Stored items
□ □ □ □
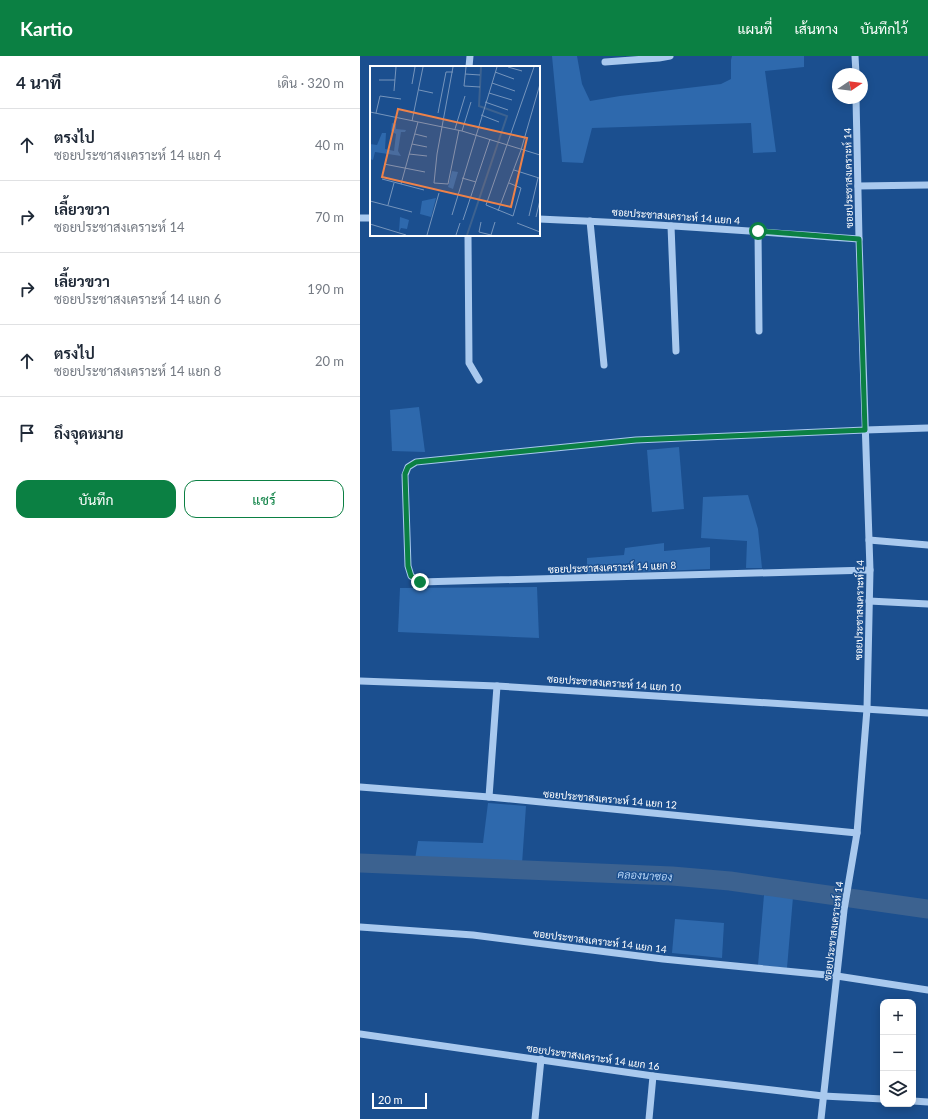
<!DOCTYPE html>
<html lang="th">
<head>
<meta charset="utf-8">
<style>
	:root { --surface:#fff; --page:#f6f6f7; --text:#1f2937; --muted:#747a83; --line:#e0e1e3; --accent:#0b8043 }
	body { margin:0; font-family:Lato,Sarabun,sans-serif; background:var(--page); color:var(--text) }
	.controls { position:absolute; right:12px; bottom:12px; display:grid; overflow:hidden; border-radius:8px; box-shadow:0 2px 10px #0003 }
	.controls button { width:36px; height:36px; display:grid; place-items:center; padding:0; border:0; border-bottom:1px solid var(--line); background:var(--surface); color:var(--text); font:20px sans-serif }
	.compass { position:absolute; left:472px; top:12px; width:36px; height:36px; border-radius:50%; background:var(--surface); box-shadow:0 2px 10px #0003; rotate:77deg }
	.scale { position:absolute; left:12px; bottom:10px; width:55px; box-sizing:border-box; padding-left:4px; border:2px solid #fff; border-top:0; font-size:11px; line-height:14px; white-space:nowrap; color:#fff; -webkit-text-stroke:3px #1b4f8f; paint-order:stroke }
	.stop { position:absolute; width:12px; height:12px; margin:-9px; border:3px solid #0b8043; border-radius:50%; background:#fff }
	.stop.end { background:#0b8043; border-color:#fff; box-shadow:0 1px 4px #0008 }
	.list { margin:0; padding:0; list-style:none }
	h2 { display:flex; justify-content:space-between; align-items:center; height:52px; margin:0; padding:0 16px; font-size:17px }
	h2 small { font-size:13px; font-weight:400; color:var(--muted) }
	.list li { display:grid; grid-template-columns:26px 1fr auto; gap:12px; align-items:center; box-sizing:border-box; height:72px; padding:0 16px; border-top:1px solid var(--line) }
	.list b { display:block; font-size:15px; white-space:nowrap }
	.list p { margin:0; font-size:13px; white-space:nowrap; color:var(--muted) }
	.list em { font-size:13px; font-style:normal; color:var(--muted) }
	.actions { display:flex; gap:8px; padding:12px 16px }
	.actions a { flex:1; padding:9px 0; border:1px solid var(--accent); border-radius:12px; text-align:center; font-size:14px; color:var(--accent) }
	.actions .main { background:var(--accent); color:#fff }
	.icon { flex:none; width:22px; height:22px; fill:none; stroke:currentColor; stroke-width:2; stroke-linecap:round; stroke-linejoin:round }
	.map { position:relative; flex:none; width:568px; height:1063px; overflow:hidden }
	header { display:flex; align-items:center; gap:24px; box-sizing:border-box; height:56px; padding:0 20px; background:var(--accent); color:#fff }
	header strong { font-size:19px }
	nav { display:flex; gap:22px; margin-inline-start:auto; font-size:14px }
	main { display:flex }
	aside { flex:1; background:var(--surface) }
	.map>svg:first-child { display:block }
	.green { fill:#2e69ad }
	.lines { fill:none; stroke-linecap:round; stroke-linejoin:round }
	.canal { stroke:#3c6290; stroke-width:19 }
	.minor { stroke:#a9c9ee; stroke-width:7 }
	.route { stroke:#0b8043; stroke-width:5 }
	.labels { text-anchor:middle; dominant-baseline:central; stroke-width:3; stroke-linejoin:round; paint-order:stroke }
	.street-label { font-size:10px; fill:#fff; stroke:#1b4f8f }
	.water-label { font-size:11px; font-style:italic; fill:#b5d3f5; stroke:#1b4f8f }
	.inset-river { fill:none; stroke:#3c6290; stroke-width:2 }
	.inset-road { fill:none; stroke:#7695bc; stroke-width:1 }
	.view { fill:#ee8249; fill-opacity:0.15; stroke:#ee8249; stroke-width:2 }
	.inset-edge { fill:none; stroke:#fff; stroke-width:2 }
</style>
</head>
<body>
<header>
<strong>Kartio</strong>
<nav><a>แผนที่</a><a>เส้นทาง</a><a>บันทึกไว้</a></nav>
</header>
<main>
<aside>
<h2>4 นาที<small>เดิน · 320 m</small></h2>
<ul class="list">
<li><svg class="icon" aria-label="ahead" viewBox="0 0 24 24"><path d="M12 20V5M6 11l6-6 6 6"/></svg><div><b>ตรงไป</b><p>ซอยประชาสงเคราะห์ 14 แยก 4</p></div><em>40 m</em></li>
<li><svg class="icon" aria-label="right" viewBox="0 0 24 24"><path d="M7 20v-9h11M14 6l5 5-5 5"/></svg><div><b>เลี้ยวขวา</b><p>ซอยประชาสงเคราะห์ 14</p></div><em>70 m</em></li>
<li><svg class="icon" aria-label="right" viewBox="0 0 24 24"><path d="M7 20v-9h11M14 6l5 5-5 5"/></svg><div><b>เลี้ยวขวา</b><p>ซอยประชาสงเคราะห์ 14 แยก 6</p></div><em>190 m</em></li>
<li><svg class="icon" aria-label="ahead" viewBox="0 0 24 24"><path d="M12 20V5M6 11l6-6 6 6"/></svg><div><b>ตรงไป</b><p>ซอยประชาสงเคราะห์ 14 แยก 8</p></div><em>20 m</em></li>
<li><svg class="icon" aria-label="arrive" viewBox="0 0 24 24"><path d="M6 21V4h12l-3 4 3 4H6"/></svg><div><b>ถึงจุดหมาย</b></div></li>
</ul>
<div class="actions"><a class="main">บันทึก</a><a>แชร์</a></div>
</aside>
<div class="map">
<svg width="568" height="1063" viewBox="0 0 568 1063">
	<rect width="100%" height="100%" fill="#1b4f8f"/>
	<g class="green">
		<polygon points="192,0 217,0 222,28 230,45 260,40 361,28 371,23 371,4 372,0 444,0 444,11 405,15 416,96 393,97 391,67 232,72 223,107 202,106"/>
		<polygon points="59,351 65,396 32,395 30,354"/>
		<polygon points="319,391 324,453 292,456 287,394"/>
		<polygon points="388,439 398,473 402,512 386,512 387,485 341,482 343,441"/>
		<polygon points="304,487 304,495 350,491 350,513 227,518 227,502 264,499 265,492"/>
		<polygon points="177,531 179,582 38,576 40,532"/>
		<polygon points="128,747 166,750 162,808 55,803 58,785 123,787"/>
		<polygon points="404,839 433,841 427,912 398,909"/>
		<polygon points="315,863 364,867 362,902 312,897"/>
	</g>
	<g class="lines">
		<polyline class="canal" points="0,807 312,820 370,825 568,853"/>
		<g class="minor">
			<polyline points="495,0 496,18"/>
			<polyline points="245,6 299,2 310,0"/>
			<polyline points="109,11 110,0"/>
			<polyline points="498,130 568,129"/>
			<polyline points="0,162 11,162"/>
			<path d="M179 163C286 167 393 175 499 183"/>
			<polyline points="230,165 244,309"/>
			<polyline points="311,170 316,295"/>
			<polyline points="398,175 399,275"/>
			<polyline points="108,179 109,307 119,324"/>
			<polyline points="509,484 568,489"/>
			<polyline points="510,514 60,526 51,520 48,510 45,419 48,411 56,406 276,384 505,374 568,372"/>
			<polyline points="509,545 568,548"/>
			<polyline points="0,625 137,630 568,657"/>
			<polyline points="0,731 129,741 497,777"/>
			<polyline points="129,741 137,630"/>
			<polyline points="0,871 113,879 303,903 477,920 568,934"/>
			<polyline points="0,978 293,1020 463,1040 523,1043"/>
			<polyline points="553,1045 568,1046"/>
			<polyline points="175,1063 181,1003"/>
			<polyline points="289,1063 293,1020"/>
			<polyline points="461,1063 484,854 497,777 507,653 510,514 499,183 496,42"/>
		</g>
	</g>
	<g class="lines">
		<polyline class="route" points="60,526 51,520 48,510 45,418 48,411 56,406 276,384 505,374 499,183 398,175"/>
	</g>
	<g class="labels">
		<g class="street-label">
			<text transform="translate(488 122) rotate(-91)">ซอยประชาสงเคราะห์ 14</text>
			<text transform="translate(316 160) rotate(4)">ซอยประชาสงเคราะห์ 14 แยก 4</text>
			<text transform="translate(252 511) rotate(-2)">ซอยประชาสงเคราะห์ 14 แยก 8</text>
			<text transform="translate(499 554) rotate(-89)">ซอยประชาสงเคราะห์ 14</text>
			<text transform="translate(254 627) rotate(4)">ซอยประชาสงเคราะห์ 14 แยก 10</text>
			<text transform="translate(250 743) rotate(5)">ซอยประชาสงเคราะห์ 14 แยก 12</text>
			<text transform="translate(473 875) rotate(-83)">ซอยประชาสงเคราะห์ 14</text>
			<text transform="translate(240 885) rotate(7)">ซอยประชาสงเคราะห์ 14 แยก 14</text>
			<text transform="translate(233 1001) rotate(8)">ซอยประชาสงเคราะห์ 14 แยก 16</text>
		</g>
		<g class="water-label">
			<text transform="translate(285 819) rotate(3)">คลองนาซอง</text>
		</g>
	</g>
	<g transform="translate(10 10)">
		<rect width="170" height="170" fill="#1b4f8f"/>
		<path d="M22 57 26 58V63L36 64 35 66H31L28 85 31 90 5 86 3 94 0 93V78L7 79 12 67H16L15 83 24 85 26 68 21 65ZM82 105 88 106 83 123 78 121ZM66 132 61 151 50 148 52 135ZM30 151 39 154 37 163 31 162 29 166Z" fill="#2e69ad"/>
		<path class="inset-river" d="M97 169 137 50 109 40 111 1"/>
		<path class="inset-road" d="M83 1 67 88 64 117 78 118 89 64M96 1 94 20 110 21M138 1 152 5M125 6 144 13M95 8 110 9M9 14H25M122 17 145 25M42 18 45 1M49 24 63 27M24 25 26 1M119 27 142 34M115 36 138 44M0 46 92 65 170 89M6 47 10 30 31 33M68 47 76 6H83M111 49 129 56M42 55 53 1M85 63 95 30M92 65 101 36M45 68 57 71M42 78 57 81M39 88 57 90M14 98 55 106M144 104 169 112M92 112 106 116M12 113 54 124M139 117 151 122 143 150 116 139 164 1M31 118 48 56M0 135 42 146M18 139 24 117M128 145 151 84 170 18M82 149 127 1M159 150 168 112M166 151 170 134M93 154 120 73M111 156 109 166 121 169M147 157 170 166M0 158 36 169M57 169 69 127M86 169 90 157M121 169 125 156"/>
		<path class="view" d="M28 43 157 72 141 141 12 111Z"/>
		<rect width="170" height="170" class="inset-edge"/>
	</g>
</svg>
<div class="controls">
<button>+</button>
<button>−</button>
<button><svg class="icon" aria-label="layers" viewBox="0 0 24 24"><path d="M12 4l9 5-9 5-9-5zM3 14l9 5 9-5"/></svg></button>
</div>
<svg class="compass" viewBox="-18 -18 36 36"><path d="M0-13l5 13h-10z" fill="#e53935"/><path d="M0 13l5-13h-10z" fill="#747a83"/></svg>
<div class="scale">20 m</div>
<div class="stop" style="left:398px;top:175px"></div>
<div class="stop end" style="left:60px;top:526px"></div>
</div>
</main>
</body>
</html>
□ □ □ □
Pull out all lines of the data with the string "body".

▶ _Result of the task_:
	body { margin:0; font-family:Lato,Sarabun,sans-serif; background:var(--page); color:var(--text) }
<body>
</body>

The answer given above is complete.